La Commissione raccomanda quindi che le disposizioni attualmente vigenti, che possano avere un impatto sulla piena operatività della Corte e, di conseguenza, sull’effettività dell’esame di legittimità delle leggi, vengano prontamente rimosse.

La Raccomandazione della Commissione del 27 Luglio 2016 sullo stato di diritto in Polonia, in .pdf (scaricabile):

Raccomandazione della Commissione UE del 27 Luglio 2016

 

La seconda raccomandazione della Commissione
Ad Agosto 2016 la Corte Costituzionale polacca dichiara incostituzionale anche la nuova legge emendata a Luglio; tuttavia, la pronuncia di incostituzionalità, così come quella precedente riferita all’emendamento, non ha il via libera del Governo per essere pubblicata in Gazzetta Ufficiale e resta quindi lettera morta.
La questione relativa alle nomine dei giudici costituzionali scelti dal precedente parlamento e mai insediatisi è ancora irrisolta.

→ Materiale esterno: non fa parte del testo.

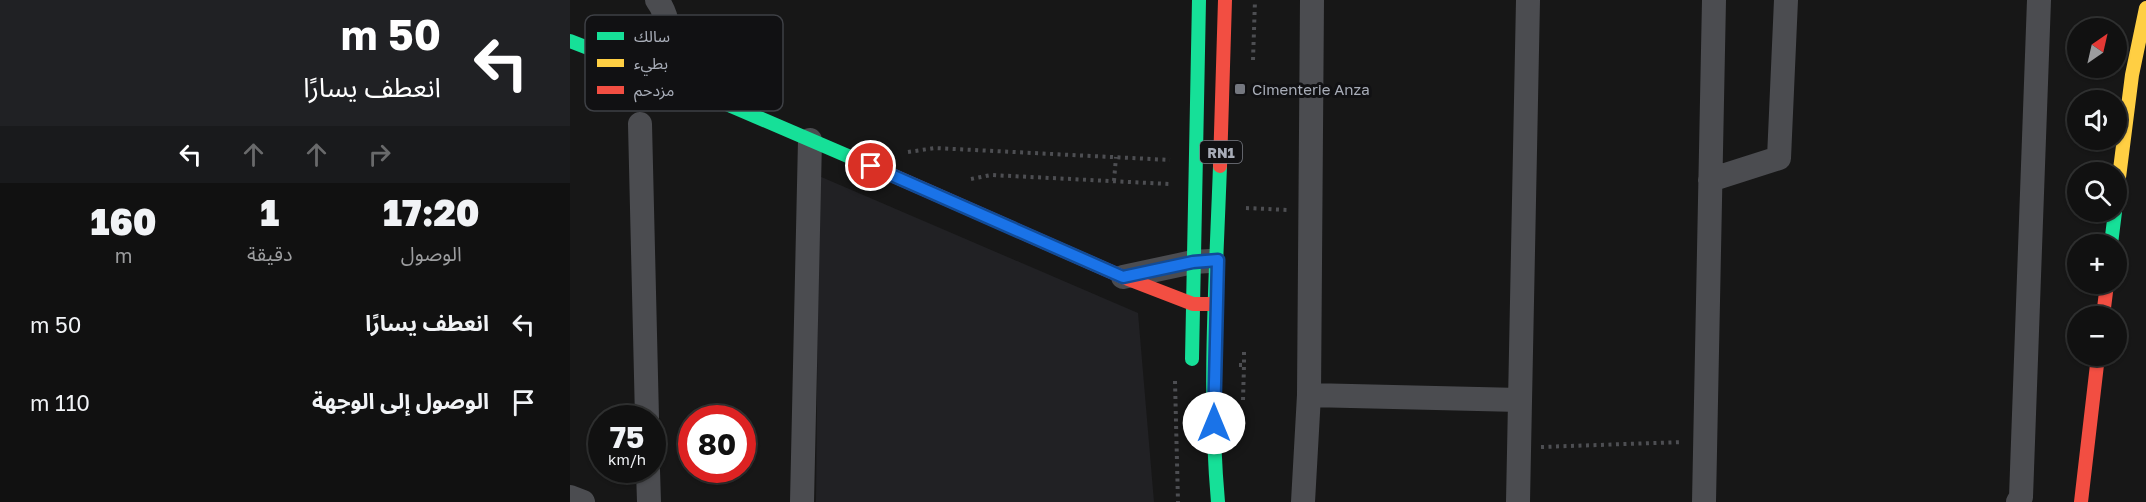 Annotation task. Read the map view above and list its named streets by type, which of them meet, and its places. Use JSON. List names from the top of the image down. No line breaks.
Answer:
{"streets":{"main road":["RN1"]},"places":{"transit":["Cimenterie Anza"]},"legend":["سالك","بطيء","مزدحم"],"north":"top right","page":{"turn":["50 m","انعطف يسارًا"],"map_buttons":["+","−"],"eta":["17:20","الوصول","1","دقيقة","160","m"],"list":[{"name":"انعطف يسارًا","value":"50 m"},{"name":"الوصول إلى الوجهة","value":"110 m"}],"speed":"75 km/h","limit":"80"}} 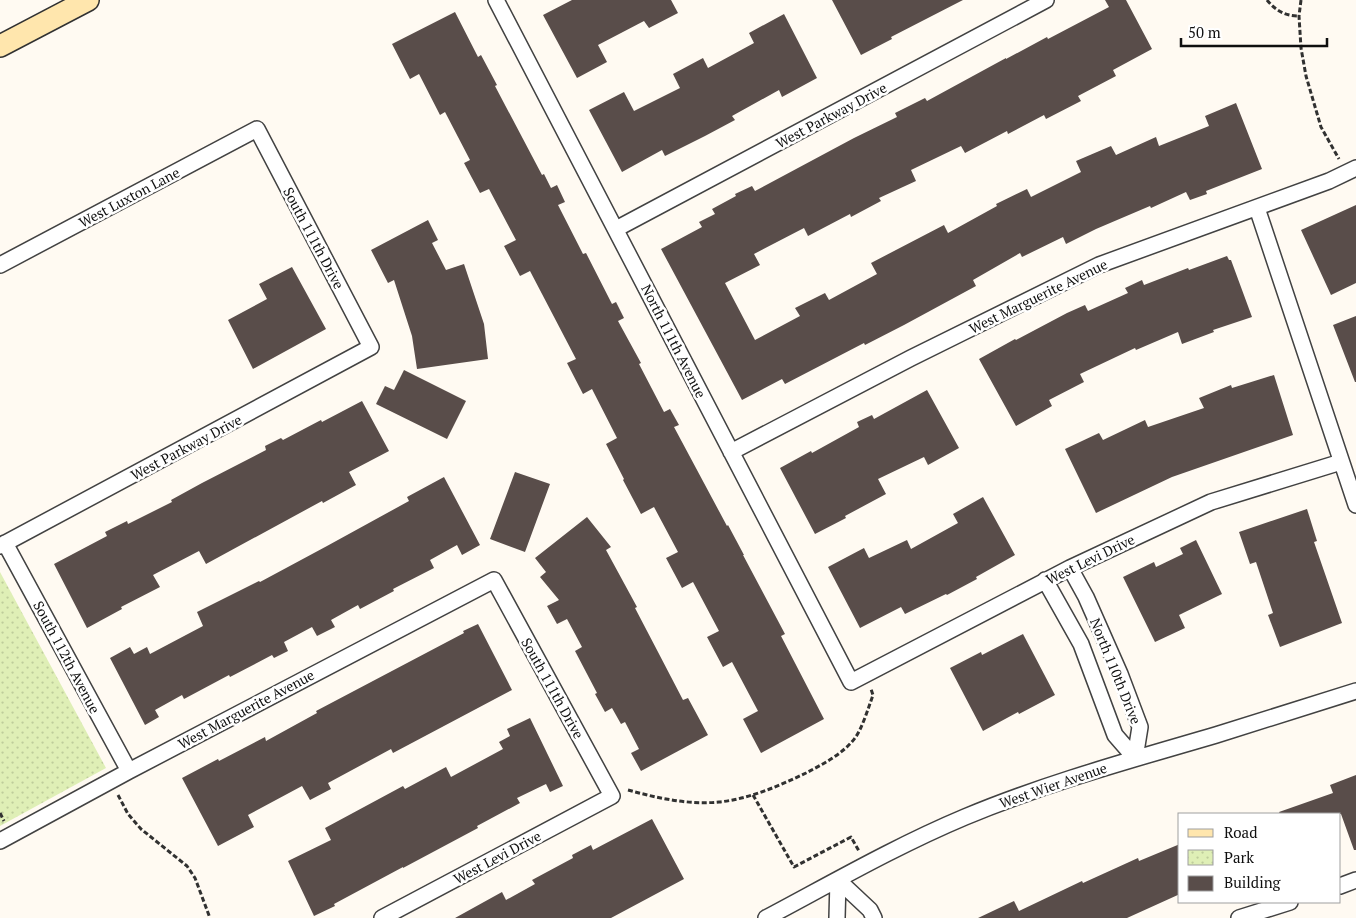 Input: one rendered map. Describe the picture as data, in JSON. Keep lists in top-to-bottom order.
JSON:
{
  "streets": {
    "street": [
      "West Parkway Drive",
      "West Luxton Lane",
      "South 111th Drive",
      "West Marguerite Avenue",
      "North 111th Avenue",
      "West Levi Drive",
      "South 112th Avenue",
      "North 110th Drive",
      "West Wier Avenue"
    ]
  },
  "crossings": [
    ["West Parkway Drive", "South 111th Drive"],
    ["West Parkway Drive", "North 111th Avenue"],
    ["West Parkway Drive", "South 112th Avenue"],
    ["West Luxton Lane", "South 111th Drive"],
    ["South 111th Drive", "West Marguerite Avenue"],
    ["South 111th Drive", "West Levi Drive"],
    ["West Marguerite Avenue", "North 111th Avenue"],
    ["West Marguerite Avenue", "South 112th Avenue"],
    ["North 111th Avenue", "West Levi Drive"],
    ["West Levi Drive", "North 110th Drive"],
    ["North 110th Drive", "West Wier Avenue"]
  ],
  "legend": ["Road", "Park", "Building"],
  "scale_bar": "50 m"
}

A Dicembre 2016 il Senato approva altre tre leggi sulla materia, complementari a quelle emanate dalla Camera (Sejm).
Tali leggi reintroducono la possibilità di procedimenti disciplinari contro i giudici costituzionali da parte di organi politici (specificamente, da parte del Presidente della Repubblica), segnando un passo indietro rispetto ai progressi del Luglio 2016.

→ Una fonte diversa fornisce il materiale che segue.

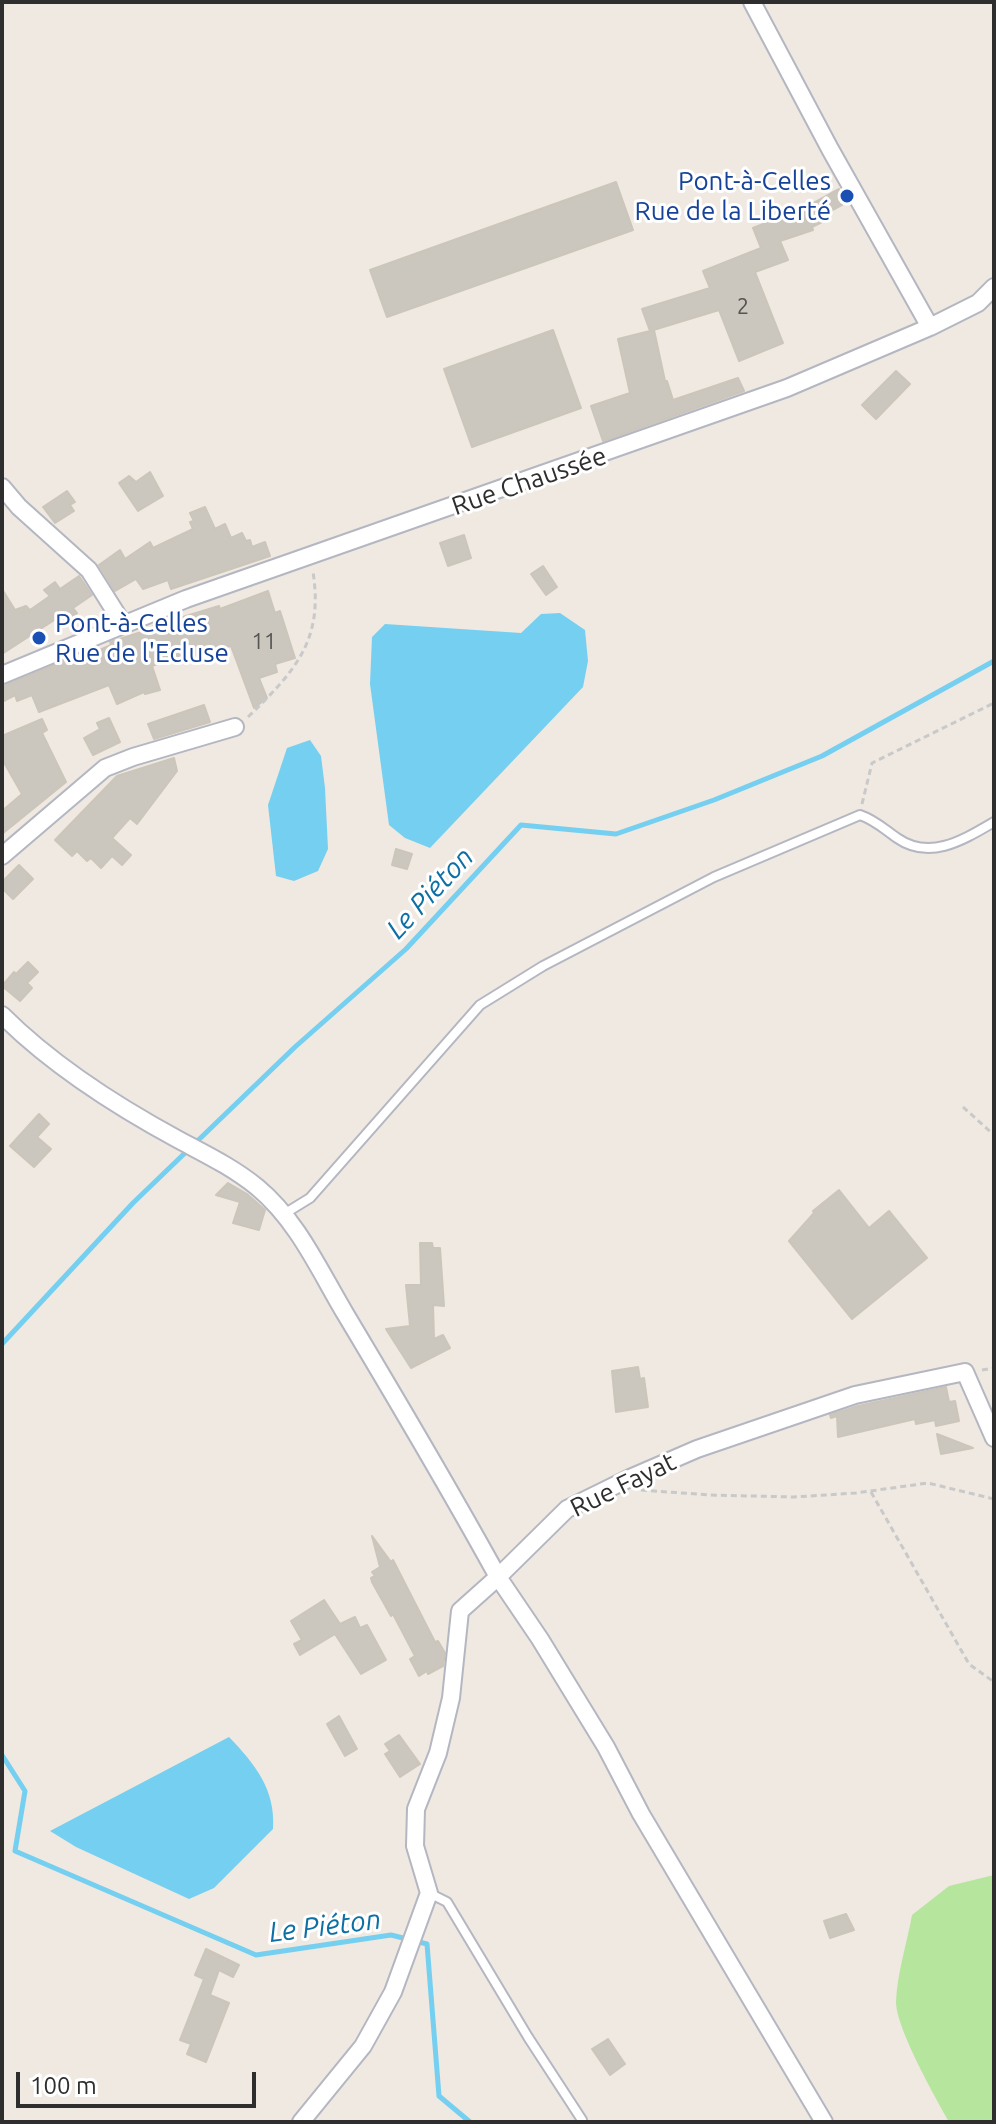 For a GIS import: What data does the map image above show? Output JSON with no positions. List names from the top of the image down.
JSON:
{
  "streets": {
    "street": ["Rue Chaussée", "Rue Fayat"]
  },
  "water": ["Le Piéton"],
  "places": ["Pont-à-Celles Rue de la Liberté", "Pont-à-Celles Rue de l'Ecluse"],
  "house_numbers": ["2", "11"],
  "scale_bar": "100 m"
}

Prevedono inoltre la possibilità di pensionamento anticipato per i giudici in carica che non vogliano continuare a operare secondo le nuove regole, senza alcuna penalizzazione; cosa che secondo la Commissione rappresenterebbe l’ennesima indebita forma di pressione del legislativo nei confronti del potere giudiziario.

Le nuove leggi definiscono poi nuove regole di trasparenza in merito a investimenti/partecipazioni finanziarie dei giudici o a interessi economici dei loro familiari: in caso di mancata ottemperanza, la sanzione è la rimozione dalla carica, misura considerata eccessiva dalla Commissione.

L’articolo 194 della attuale Costituzione prevede che il Presidente della Repubblica scelga il Presidente della Corte Costituzionale tra i candidati proposti dall’Assemblea Generale dei Giudici. Le nuove leggi prevedono però una nuova procedura per la selezione dei candidati da parte dell’Assemblea e dispongono che, nel periodo necessario all’implementazione di tale procedura, il Presidente della Repubblica possa liberamente scegliere il Presidente della Corte tra i giudici dotati di maggiore anzianità di servizio. Ancora una volta, un’indebita intromissione dell’esecutivo nel campo del giudiziario.
Il ruolo del Vice-Presidente della Corte viene infine seriamente depotenziato.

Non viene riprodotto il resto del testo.